Brilio.net - Kabar soal daya tampung penjara yang melebihi kapasitas di Jawa Barat memicu penyimpangan seksual menjadi perbincangan publik. Merujuk data Kemenkumham Kanwil Jabar di wilayah Jawa Barat menyebutkan, terdapat 40 unit pelayanan teknis (UPT) pemasyarakatan yang terdiri dari 32 lapas dan rutan, satu LPKA, empat bapas, dan tiga rupbasan.

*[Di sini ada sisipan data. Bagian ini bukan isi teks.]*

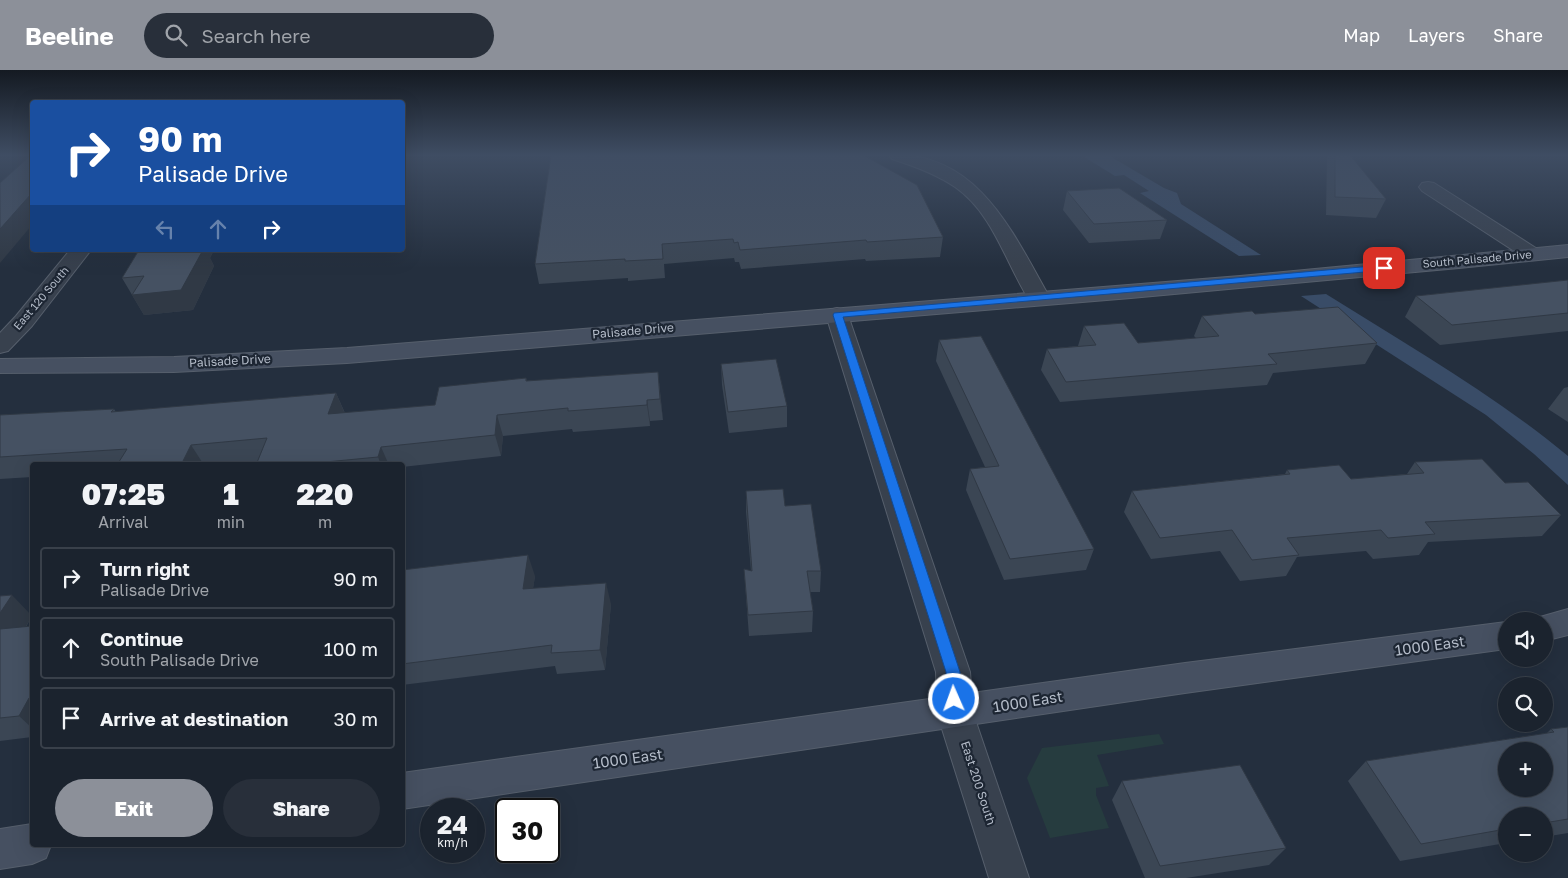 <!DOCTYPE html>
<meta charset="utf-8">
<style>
:root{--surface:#1b232e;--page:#282f3a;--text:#f1f3f6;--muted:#a0a4aa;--line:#39404a;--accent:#8c9099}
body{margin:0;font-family:"Golos Text",sans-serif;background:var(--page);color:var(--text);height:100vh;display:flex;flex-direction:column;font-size:19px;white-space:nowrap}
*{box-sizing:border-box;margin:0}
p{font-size:16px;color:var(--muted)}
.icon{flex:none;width:28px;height:28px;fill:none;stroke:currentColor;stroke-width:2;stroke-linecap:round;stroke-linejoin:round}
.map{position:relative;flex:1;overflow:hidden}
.panel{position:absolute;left:30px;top:392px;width:375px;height:385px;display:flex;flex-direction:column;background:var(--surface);border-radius:5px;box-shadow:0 5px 20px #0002,0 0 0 1px var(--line)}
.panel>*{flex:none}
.banner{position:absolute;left:30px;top:30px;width:375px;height:152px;border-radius:5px;box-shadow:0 5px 20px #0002,0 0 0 1px var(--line);background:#1a4fa0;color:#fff;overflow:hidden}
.buttons{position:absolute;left:1498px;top:542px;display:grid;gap:10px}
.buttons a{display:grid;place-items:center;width:55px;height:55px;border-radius:50%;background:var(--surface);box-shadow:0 5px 20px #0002,0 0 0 1px var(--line);font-size:25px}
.speed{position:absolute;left:420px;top:728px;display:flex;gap:10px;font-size:25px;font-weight:700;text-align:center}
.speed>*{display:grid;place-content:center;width:65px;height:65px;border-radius:50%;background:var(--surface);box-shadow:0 5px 20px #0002,0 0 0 1px var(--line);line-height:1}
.speed small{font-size:12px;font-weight:400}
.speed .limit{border:2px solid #111;border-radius:8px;background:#fff;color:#111}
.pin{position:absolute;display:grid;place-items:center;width:42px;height:42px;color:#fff;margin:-21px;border-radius:10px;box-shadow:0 2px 8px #0006}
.me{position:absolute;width:55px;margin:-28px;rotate:358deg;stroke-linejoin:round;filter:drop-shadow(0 0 4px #0008)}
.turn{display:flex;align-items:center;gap:18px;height:105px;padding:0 25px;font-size:22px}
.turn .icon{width:65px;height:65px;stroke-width:2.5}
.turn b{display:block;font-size:35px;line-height:42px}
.lanes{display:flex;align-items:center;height:48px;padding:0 25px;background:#0003;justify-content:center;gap:25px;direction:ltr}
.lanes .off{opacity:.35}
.eta{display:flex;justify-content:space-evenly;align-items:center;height:85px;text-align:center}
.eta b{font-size:30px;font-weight:800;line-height:35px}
.action{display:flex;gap:10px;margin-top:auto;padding:10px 25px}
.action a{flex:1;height:58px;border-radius:30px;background:var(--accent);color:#fff;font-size:20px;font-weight:800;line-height:58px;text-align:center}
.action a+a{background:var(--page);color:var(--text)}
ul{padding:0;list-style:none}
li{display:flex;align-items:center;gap:15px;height:62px;margin:0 10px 8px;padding:0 15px;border:2px solid var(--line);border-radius:5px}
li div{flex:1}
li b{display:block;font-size:19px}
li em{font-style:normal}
header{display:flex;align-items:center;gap:30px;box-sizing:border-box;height:70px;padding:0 25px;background:var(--accent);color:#fff}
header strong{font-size:24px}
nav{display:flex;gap:28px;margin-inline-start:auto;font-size:18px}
.search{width:350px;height:45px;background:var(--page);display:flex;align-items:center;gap:12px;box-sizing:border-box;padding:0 18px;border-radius:28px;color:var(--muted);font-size:19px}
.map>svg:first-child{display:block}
.green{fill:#263c3f}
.water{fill:#394c67}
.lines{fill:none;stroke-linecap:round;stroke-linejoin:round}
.street-casing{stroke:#565f6c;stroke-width:2}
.secondary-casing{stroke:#565f6c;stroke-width:2}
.street{fill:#38414e;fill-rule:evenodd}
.secondary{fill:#465061;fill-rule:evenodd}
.wall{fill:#3b4654}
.shaded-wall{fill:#303945}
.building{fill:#455162;stroke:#303945;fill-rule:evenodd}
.route{fill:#1a73e8;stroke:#114b97}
.labels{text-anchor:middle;stroke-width:4.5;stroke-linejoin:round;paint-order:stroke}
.far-street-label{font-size:11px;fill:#b4bcc9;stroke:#1d2633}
.street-label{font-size:12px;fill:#b4bcc9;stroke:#1d2633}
.near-street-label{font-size:15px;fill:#b4bcc9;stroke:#1d2633}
</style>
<header>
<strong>Beeline</strong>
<div class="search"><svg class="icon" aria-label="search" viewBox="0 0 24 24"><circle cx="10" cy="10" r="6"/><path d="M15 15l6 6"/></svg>Search here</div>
<nav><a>Map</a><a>Layers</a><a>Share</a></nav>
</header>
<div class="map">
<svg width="1568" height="808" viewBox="0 0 1568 808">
<rect width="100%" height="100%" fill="#242f3e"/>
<polygon class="green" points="1159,664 1164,674 1097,685 1109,716 1096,718 1096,725 1109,758 1050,768 1027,708 1042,678"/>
<g class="water">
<polygon points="1081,85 1108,85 1164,118 1177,123 1181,134 1261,185 1239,186 1140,123 1149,121 1124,105 1115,106"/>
<path d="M1326,224c83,52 167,100 242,162v29l-34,-31 -48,-39 -185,-119z"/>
</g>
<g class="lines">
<g class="street-casing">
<g id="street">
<path d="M889,85c89,-4 124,78 161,143l-3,5 -8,2 -8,-2c-25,-38 -37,-89 -76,-116 -19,-13 -41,-21 -63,-28z"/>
<polygon points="1428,112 1434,113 1539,180 1542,184 1539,188 1532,190 1525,188 1422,121 1419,117 1422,113"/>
<polygon points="70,180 91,180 32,256 8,281 0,283 0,263 16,246"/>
<polygon points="837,238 845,240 848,245 970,602 973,643 1029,808 989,808 937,643 936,602 826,245 829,240"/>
</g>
</g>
<g class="secondary-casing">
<g id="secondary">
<polygon points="1568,175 1568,187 1459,198 1131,228 347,293 174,302 0,303 0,289 174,287 347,278 1240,206"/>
<polygon points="1568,539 1568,565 1544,571 1544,551 1531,551 1533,549"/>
<polygon points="1506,552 1506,579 1185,623 402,739 402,703 1185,593"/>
<polygon points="32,754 32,775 51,775 46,788 32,794 0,799 0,759"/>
</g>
</g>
<use href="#street" class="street"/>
<use href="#secondary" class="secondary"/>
</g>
<g class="wall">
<polygon points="551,85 588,85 588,86 943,167 940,187 866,191 865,189 741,199 739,192 735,192 734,188 664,194 665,208 628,211 628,208 539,214 535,194"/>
<polygon points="1327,85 1335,85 1386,129 1376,148 1326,145"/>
<polygon points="1067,121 1167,150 1160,169 1089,173 1063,140"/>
<polygon points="139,180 214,180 210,188 214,196 193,240 144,245 122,208"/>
<polygon points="1568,210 1568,261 1440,275 1405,247 1416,226"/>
<polygon points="1255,244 1377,273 1365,294 1273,303 1267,315 1060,332 1041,300 1047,279 1078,276 1084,256 1138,273 1196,268 1194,266 1202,246"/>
<polygon points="939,270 1094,479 1086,500 1004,510 966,420 970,399 985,397 936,291"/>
<polygon points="721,294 787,336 787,357 729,363 722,315"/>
<polygon points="658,302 663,350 650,351 650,356 573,362 572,359 503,366 501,386 402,397 402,395 256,395 258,391 218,395 32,395 32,407 0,409 0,345 114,339 116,342 336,323 345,343 435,335 526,308 527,311"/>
<polygon points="1568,317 1568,352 1548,339 1564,318"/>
<polygon points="1415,392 1505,413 1561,445 1542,466 1428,472 1419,485 1373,489 1366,481 1297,487 1286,506 1240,511 1220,481 1151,489 1124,442 1132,421 1285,404 1287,400 1351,409 1407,404"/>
<polygon points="746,421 785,436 821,501 820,522 810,522 813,541 812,562 749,566 744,499 751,501 746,442"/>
<polygon points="402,500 535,506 533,518 611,534 605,600 557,604 555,596 402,615"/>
<polygon points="0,526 32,546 26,557 32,556 32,667 0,671"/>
<polygon points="1568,657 1568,763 1544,767 1544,746 1506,746 1506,773 1400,791 1348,711 1366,691 1547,663 1551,659"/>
<polygon points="1122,711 1286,778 1269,795 1186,808 1145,808 1112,730"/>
</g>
<g class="shaded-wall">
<polygon points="32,123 32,155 0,193 0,159"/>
<polygon points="197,180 214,180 210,188 214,196 193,240 144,245 132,225"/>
<polygon points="658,302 660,323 663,350 660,329"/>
<polygon points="336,323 345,344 328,344"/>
<polygon points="647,330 650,351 650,356 647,335"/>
<polygon points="497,345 503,366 501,386 495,365"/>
<polygon points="191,375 204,395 181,395"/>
<polygon points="381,377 389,395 381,395 378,387"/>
<polygon points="528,485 535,506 530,539 523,519"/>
<polygon points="606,513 611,534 605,600 600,580"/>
<polygon points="12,525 32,546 11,581 0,571 0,543"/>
<polygon points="29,628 32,631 32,658 19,646"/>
</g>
<g class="building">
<polygon points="31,85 32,85 32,123 0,159 0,113"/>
<polygon points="551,85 586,85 586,86 601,85 857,85 865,86 917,115 943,167 867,172 866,170 740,180 738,172 734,173 733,169 662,174 663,189 625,191 625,189 535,194"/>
<polygon points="1335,85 1350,85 1386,129 1335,127"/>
<polygon points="1119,118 1167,150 1094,154 1067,121"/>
<polygon points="139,180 203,180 181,220 132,225 144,206 122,208"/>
<polygon points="1568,210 1568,243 1452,255 1416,226"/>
<polygon points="1338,237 1377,273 1268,284 1277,294 1066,312 1047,279 1096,275 1084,256 1124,253 1138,273 1219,266 1202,246 1252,241 1255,244"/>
<polygon points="981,266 1094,479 1010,489 970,399 999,396 939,270"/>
<polygon points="776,289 787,336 728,342 721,294"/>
<polygon points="658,302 660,329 647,330 647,335 568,341 568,338 497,345 495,365 381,377 378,387 294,395 256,395 267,368 191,375 181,395 117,395 127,379 0,387 0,345 114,339 111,342 336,323 328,344 435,335 439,317 526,308 526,311"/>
<polygon points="1482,389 1505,413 1528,412 1561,445 1425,452 1435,464 1388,468 1381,460 1287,468 1299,485 1252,490 1232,460 1160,468 1132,421 1290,404 1287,400 1339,395 1351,409 1424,403 1415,392"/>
<polygon points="783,419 785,436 811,434 821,501 807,501 813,541 748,545 744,499 752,501 746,421"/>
<polygon points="528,485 523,519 606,513 600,580 551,583 552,575 402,594 402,500"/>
<polygon points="12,525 0,543 0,526"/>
<polygon points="32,556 32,628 29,628 19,646 0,648 0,559"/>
<path d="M1568,657v92l-24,4v-7h-38v13l-85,15 -55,-83 188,-29 -3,-3zM1506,681h38v38h-38z"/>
<polygon points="1240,695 1286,778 1160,796 1122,711"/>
</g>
<linearGradient id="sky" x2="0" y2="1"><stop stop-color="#141a22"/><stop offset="0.43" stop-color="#3f4d63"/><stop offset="1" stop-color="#3f4d63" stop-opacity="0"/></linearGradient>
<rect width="1568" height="198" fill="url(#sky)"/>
<polygon class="route" points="1384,195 1388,196 1388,200 843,247 960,602 962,629 959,634 954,636 949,634 947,629 946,602 833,245 834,243"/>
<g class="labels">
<g class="far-street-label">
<text transform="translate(1477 189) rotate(-5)" y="4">South Palisade Drive</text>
<text transform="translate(41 228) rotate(-50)" y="4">East 120 South</text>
</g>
<g class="street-label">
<text transform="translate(633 261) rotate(-5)" y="4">Palisade Drive</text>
<text transform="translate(230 291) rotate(-3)" y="4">Palisade Drive</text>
<text transform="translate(978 713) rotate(72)" y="4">East 200 South</text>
</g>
<g class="near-street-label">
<text transform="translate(1430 576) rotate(-8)" y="5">1000 East</text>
<text transform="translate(1028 632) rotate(-9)" y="5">1000 East</text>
<text transform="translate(628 689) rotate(-8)" y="5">1000 East</text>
</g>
</g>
</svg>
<div class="buttons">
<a><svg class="icon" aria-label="sound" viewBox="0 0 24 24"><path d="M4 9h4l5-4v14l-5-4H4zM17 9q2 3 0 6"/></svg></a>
<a><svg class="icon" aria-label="search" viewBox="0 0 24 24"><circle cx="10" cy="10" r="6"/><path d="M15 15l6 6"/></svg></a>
<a>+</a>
<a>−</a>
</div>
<div class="speed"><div>24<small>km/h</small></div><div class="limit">30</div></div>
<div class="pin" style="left:1384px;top:198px;background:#d93025"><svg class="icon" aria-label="arrive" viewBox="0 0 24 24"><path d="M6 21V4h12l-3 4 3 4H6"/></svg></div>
<svg class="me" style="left:954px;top:629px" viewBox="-20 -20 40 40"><circle r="17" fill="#1a73e8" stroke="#fff" stroke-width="3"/><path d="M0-11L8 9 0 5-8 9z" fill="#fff"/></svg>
<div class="banner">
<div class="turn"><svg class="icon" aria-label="right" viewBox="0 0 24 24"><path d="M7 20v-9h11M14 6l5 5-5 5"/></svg><div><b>90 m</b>Palisade Drive</div></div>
<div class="lanes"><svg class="icon off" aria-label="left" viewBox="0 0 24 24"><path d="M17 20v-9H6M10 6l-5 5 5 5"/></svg><svg class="icon off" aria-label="ahead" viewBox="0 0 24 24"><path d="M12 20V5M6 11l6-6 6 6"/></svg><svg class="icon" aria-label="right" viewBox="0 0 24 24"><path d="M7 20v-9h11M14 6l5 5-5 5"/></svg></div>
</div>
<section class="panel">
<div class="eta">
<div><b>07:25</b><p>Arrival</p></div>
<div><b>1</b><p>min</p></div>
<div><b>220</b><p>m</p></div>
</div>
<ul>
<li><svg class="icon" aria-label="right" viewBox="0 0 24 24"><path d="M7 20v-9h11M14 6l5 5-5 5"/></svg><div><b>Turn right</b><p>Palisade Drive</p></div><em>90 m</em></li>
<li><svg class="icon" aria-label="ahead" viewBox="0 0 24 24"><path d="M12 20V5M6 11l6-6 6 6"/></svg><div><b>Continue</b><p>South Palisade Drive</p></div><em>100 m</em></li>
<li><svg class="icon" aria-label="arrive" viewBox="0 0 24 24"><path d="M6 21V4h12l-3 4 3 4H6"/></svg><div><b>Arrive at destination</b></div><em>30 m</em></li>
</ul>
<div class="action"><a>Exit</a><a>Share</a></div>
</section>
</div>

Sementara, ada 23.861 orang yangmendekam di rutan dan lapas. Mereka terdiri dari 4.587 tahanan dan berstatus napi sebanyak 19.274 orang.

Kepala Kanwil Kemenkumham Jabar, Liberti Sitinjak mengakui, daya tampung setiap sel sudah tidak ideal. Dampaknya ke orientasi seksual napi.

"Dampaknya munculnya homoseksualitas dan lesbi," ujar Liberti usai acara pembekalan terhadap petugas di SOR Arcamanik, Kota Bandung dikutip dari liputan6.com, Selasa (9/7).

"Setidaknya gejala itu ada. Bagaimana seseorang sudah berkeluarga, masuk ke lapas, otomatis kan kebutuhan biologisnya tidak tersalurkan. Jadi gejala itu ada," lanjut dia.

Tak lama ini ada pengungkapan mengenai narapidana yang menyukai sesama jenis. Hal ini lantaran jumlah warga binaan yang melebihi kapasitas rutan serta lembaga pemasyarakatan menyebabkan penyimpangan orientasi seksual sejumlah napi dan tahanan. Penyimpangan ini disebabkan oleh kebutuhan biologisnya yang tak tersalurkan.

Kasus tersebut membuat salah satu pakar hukum angkat bicara. Pakar hukum Margarito menurutnya, jika hal ini terjadi maka mereka yang ditemukan berperilaku menyimpang harus diobati.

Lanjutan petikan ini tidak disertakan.